To illustrate the use of the domain index we will consider user ARNACHM1_TEST, table NCI_OPEN with column SMILES containing structure. The test data must be loaded prior to running the commands in this section. The commands should be executed from the command line prompt after logging in to SQL*Plus as the ARNACHM1_TEST user.
To perform a substructure search use the substructure(<column_name>, <query>, <max_hits>) operator, where <query> is a SMARTS pattern or MDL query block and <max_hits> is the maximum number of hits. Set <max_hits> to -1 to retrieve all rows that match. In the case where <query> is a SMARTS pattern, <query> must be a varchar2 string. In the case where <query> is an MDL query block, <query> must be a CLOB. The selection of apprpriate data types through a programming API is demonstrated in the examples section. An example SMARTS query:
select id from nci_open where c$arnachm1.substructure(smiles, '[#6]c2nc1ccccc1o2', -1) = 1;
The mdl_substructure operator may be used to perform a substructure search using an MDL query block represented by a string, although the operator has been deprecated. The varchar2 data type has a limit of 4000 characters, and as such may not be safe to use in some instances. It is preferable to use the substructure operator with the MDL query block represented by a CLOB data type. The query can use ‘|’ in place of newlines when executing queries pl/sql, although this is unnecessary in java or python.
select id from nci_open where c$arnachm1.mdl_substructure(SMILES, 'Cc2nc1ccccc1o2 JME 2002.05 Tue Mar 17 15:39:01 PDT 2009 10 11 V2000 5.9792 1.4000 0.0000 C 0.0000 2.1000 0.0000 C 0.0000 0.7000 0.0000 C 1.2124 2.8000 0.0000 C 1.2124 0.0000 0.0000 C 3.7564 2.5326 0.0000 N 3.7564 0.2674 0.0000 O 4.5792 1.4000 0.0000 C 2.4249 2.1000 0.0000 C 2.4249 0.7000 0.0000 C 1 8 1 0 2 3 2 0 2 4 1 0 3 5 1 0 4 9 2 0 5 10 2 0 6 8 2 0 6 9 1 0 7 8 1 0 7 10 1 0 9 10 1 0 M END ', 10000) = 1;
For exact match use the exactMatch(<column_name>, <query>, <max_hits>) where <query> is a smiles structure. For example,
select id from nci_open where c$arnachm1.exactMatch(smiles, 'O=C1C(=CC(=O)C=C1)C', -1) = 1;
The similarity(<column_name>, <query>, <min_similarity>, <max_hits>) operator retrieves all rows that have Tanimoto similarity of at least <min_similarity> to the query structure.

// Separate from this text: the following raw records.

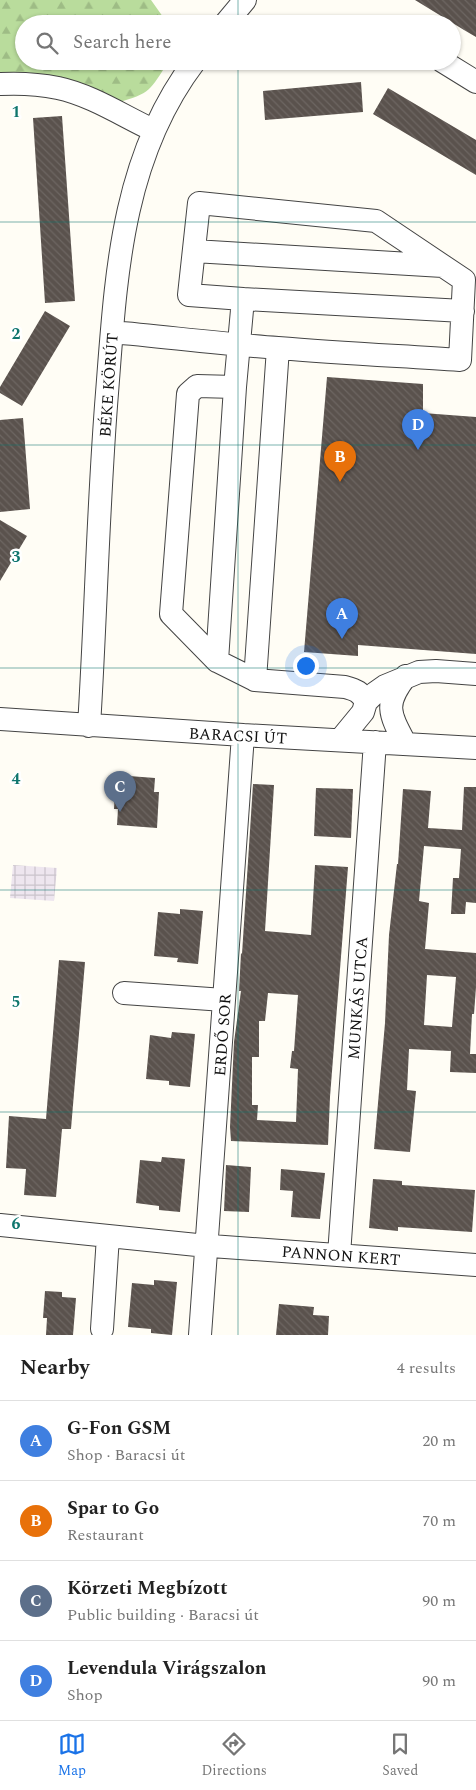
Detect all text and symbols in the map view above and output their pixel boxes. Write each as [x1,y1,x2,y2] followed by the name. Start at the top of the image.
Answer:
[15,15,461,70] search box
[73,28,172,57] text: Search here
[33,29,61,57] icon: search
[12,100,20,124] text: 1
[12,322,21,346] text: 2
[93,332,125,438] street label: BÉKE KÖRÚT
[402,409,434,450] pin: D
[324,441,356,482] pin: B
[12,545,21,569] text: 3
[326,598,358,639] pin: A
[293,653,319,679] your location
[188,721,288,751] street label: BARACSI ÚT
[12,767,21,791] text: 4
[104,771,136,812] pin: C
[342,936,374,1060] street label: MUNKÁS UTCA
[12,990,20,1014] text: 5
[208,993,238,1077] street label: ERDŐ SOR
[12,1212,21,1236] text: 6
[281,1240,401,1272] street label: PANNON KERT
[20,1352,90,1384] text: Nearby
[397,1356,456,1380] text: 4 results
[67,1414,171,1443] text: G-Fon GSM
[30,1429,42,1453] text: A
[422,1429,456,1453] text: 20 m
[67,1443,185,1467] text: Shop · Baracsi út
[67,1494,159,1523] text: Spar to Go
[30,1509,42,1533] text: B
[422,1509,456,1533] text: 70 m
[67,1523,144,1547] text: Restaurant
[67,1574,228,1603] text: Körzeti Megbízott
[30,1589,42,1613] text: C
[422,1589,456,1613] text: 90 m
[67,1603,259,1627] text: Public building · Baracsi út
[67,1654,267,1683] text: Levendula Virágszalon
[30,1669,42,1693] text: D
[422,1669,456,1693] text: 90 m
[67,1683,103,1707] text: Shop
[58,1730,86,1781] tab: Map
[201,1730,267,1781] tab: Directions
[382,1730,418,1781] tab: Saved

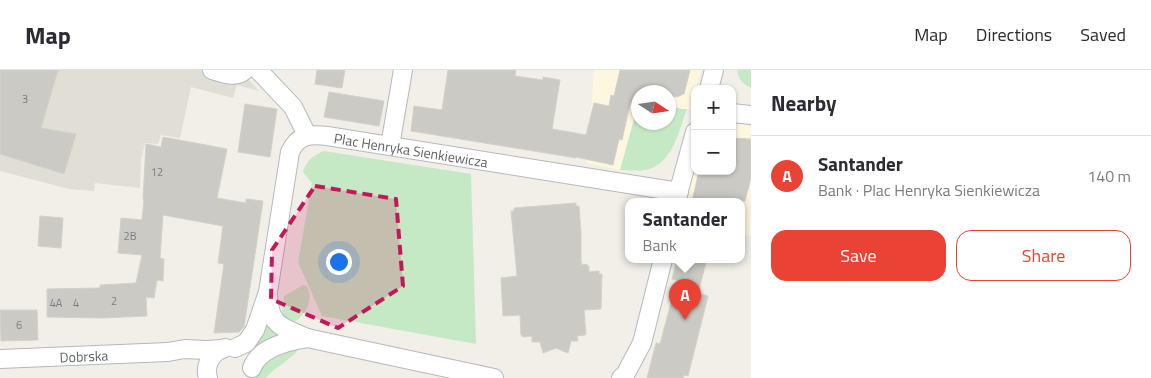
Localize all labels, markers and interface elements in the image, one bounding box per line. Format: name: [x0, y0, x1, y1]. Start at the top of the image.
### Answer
text: Map: [25, 17, 71, 53]
text: Map: [914, 21, 948, 48]
text: Directions: [976, 21, 1052, 48]
text: Saved: [1080, 21, 1126, 48]
north arrow: [631, 85, 676, 130]
map controls: [691, 85, 736, 175]
button: +: [691, 85, 736, 130]
text: Nearby: [771, 87, 836, 119]
house number: 3: [22, 91, 28, 107]
street label: Plac Henryka Sienkiewicza: [333, 127, 489, 172]
button: −: [691, 130, 736, 175]
text: Santander: [818, 149, 903, 178]
house number: 12: [151, 164, 163, 180]
text: A: [782, 164, 792, 188]
text: 140 m: [1087, 164, 1131, 188]
text: Bank · Plac Henryka Sienkiewicza: [818, 178, 1040, 202]
popup: [625, 198, 745, 263]
text: Santander: [643, 204, 727, 233]
house number: 2B: [124, 228, 137, 244]
button: Save: [771, 230, 946, 281]
button: Share: [956, 230, 1131, 281]
text: Bank: [643, 233, 677, 257]
your location: [326, 249, 352, 275]
pin: A: [669, 279, 701, 320]
house number: 2: [111, 293, 117, 309]
house number: 4A: [50, 295, 63, 311]
house number: 4: [73, 295, 79, 311]
house number: 6: [16, 317, 22, 333]
street label: Dobrska: [59, 344, 109, 367]

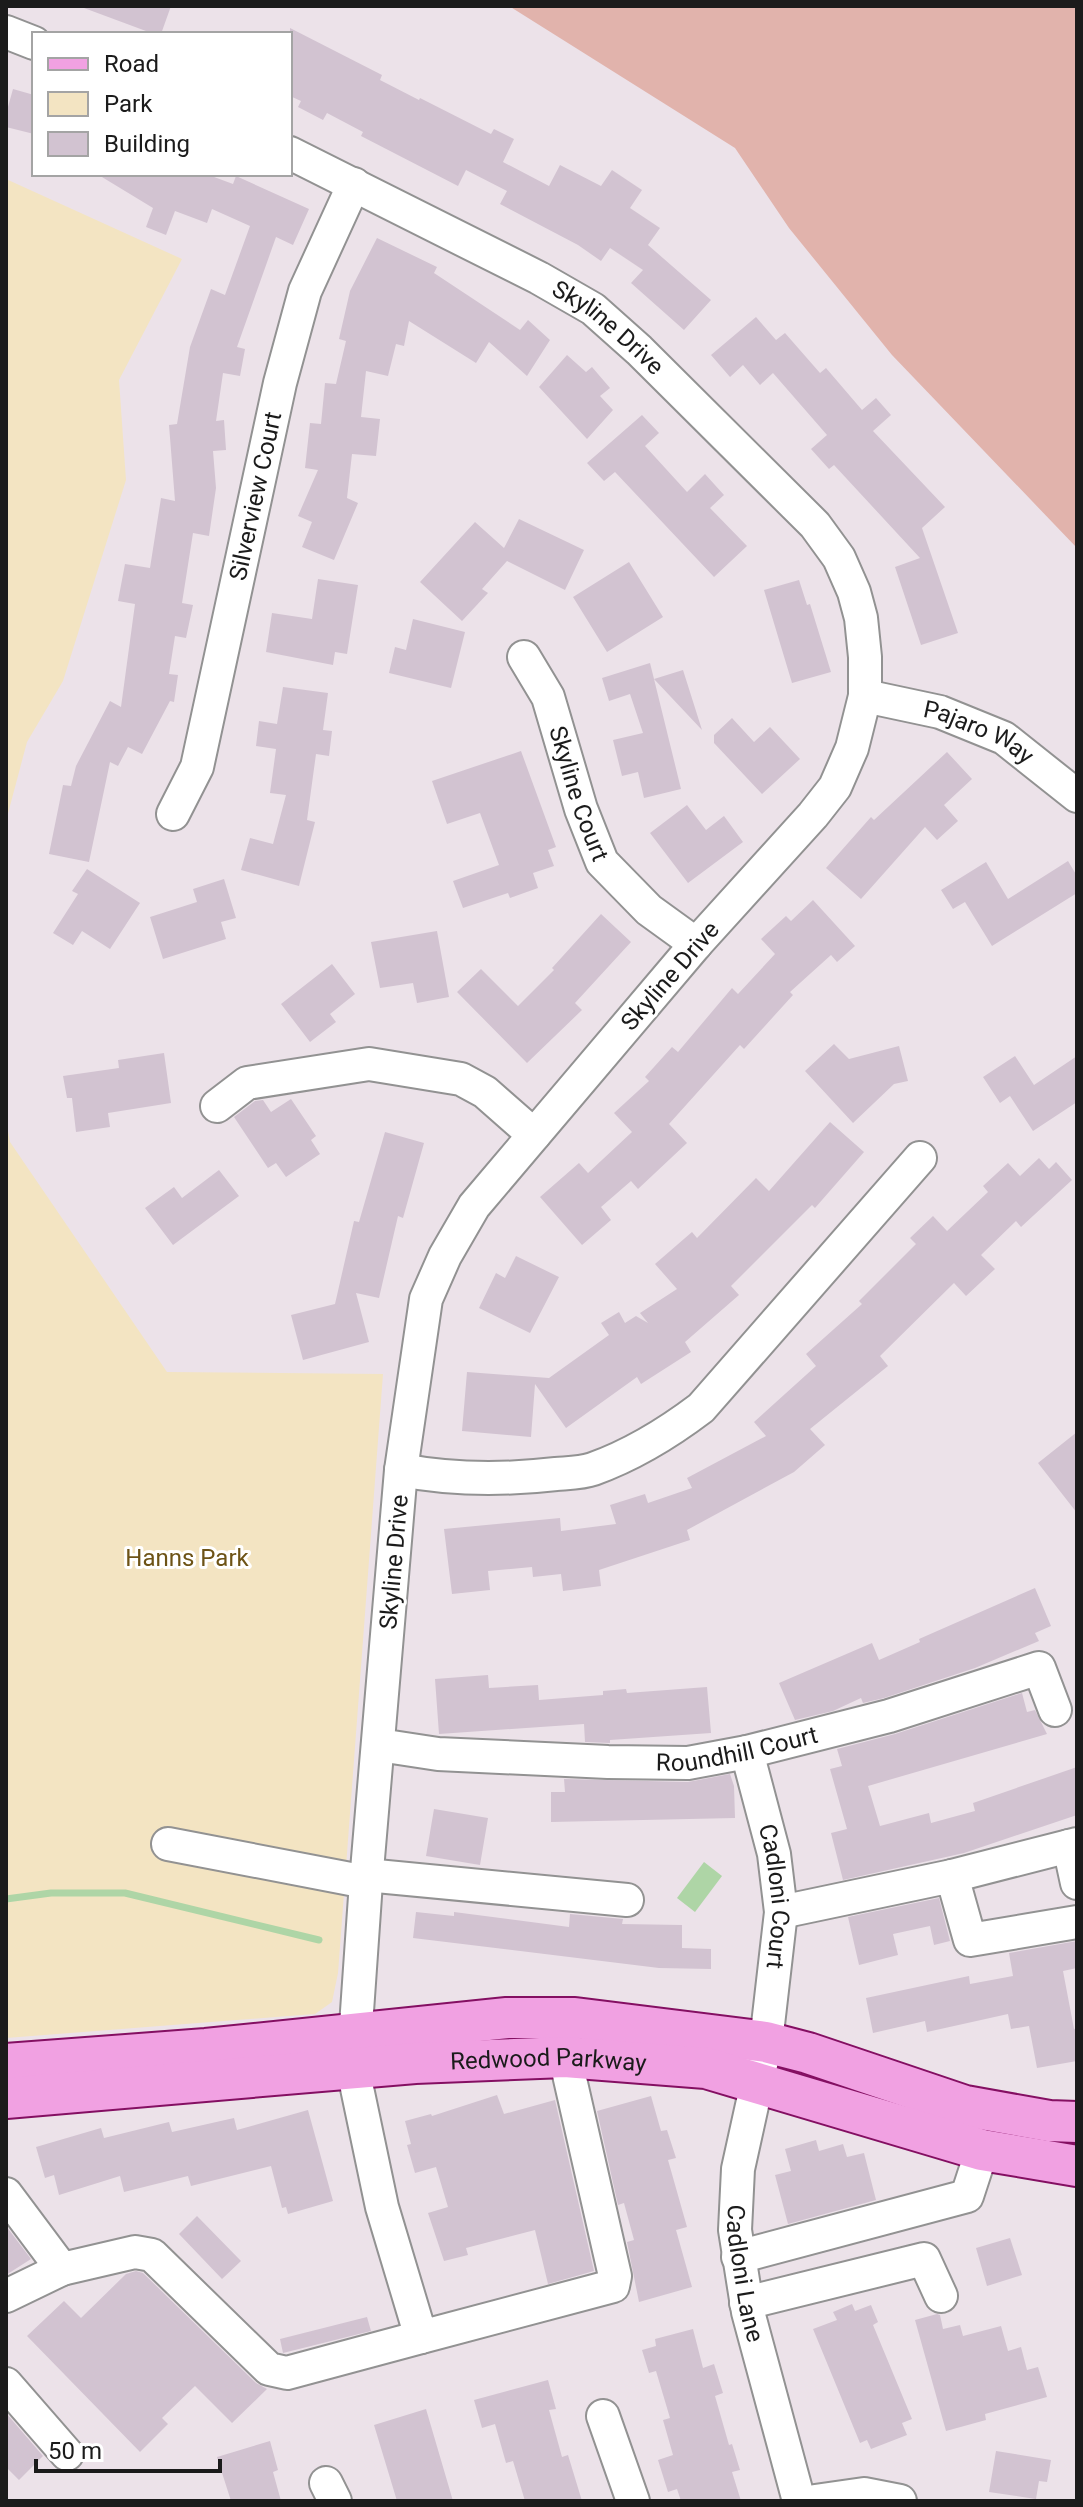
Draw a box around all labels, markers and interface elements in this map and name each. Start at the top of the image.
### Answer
legend [32,32,292,176]
text: Road [104,50,159,78]
text: Park [104,90,153,118]
text: Building [104,130,190,158]
street label: Skyline Drive [547,275,670,381]
street label: Silverview Court [224,409,287,583]
street label: Pajaro Way [921,695,1040,771]
street label: Skyline Court [543,723,614,865]
street label: Skyline Drive [615,916,725,1036]
street label: Skyline Drive [374,1493,414,1631]
park label: Hanns Park [125,1544,250,1572]
street label: Roundhill Court [656,1721,821,1777]
street label: Cadloni Court [753,1821,795,1970]
street label: Redwood Parkway [450,2043,648,2077]
street label: Cadloni Lane [721,2204,769,2345]
scale bar [36,2423,220,2473]
text: 50 m [48,2437,102,2465]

select id from nci_open where c$arnachm1.similarity(smiles, 'CCCc1ccc(cc1)S(=O)(=O)Nc2cc(on2)C', 0.80, -1) = 1;
An ancillary operator smililarityScore is provided to retrieve similarity scores:
select c$arnachm1.similarityScore(1), id from nci_open where c$arnachm1.similarity(smiles, 'CCCc1ccc(cc1)S(=O)(=O)Nc2cc(on2)C', 0.60, -1, 1) = 1;
The integer argument in the ancillary operator must match the extra integer argument in the similarity function (this is an Oracle requirement). In this case matching ROWIDs are returned directly in a PL/SQL table (from tableIndexSubstructSqlFilter) and are cast to a SQL table using the table operator.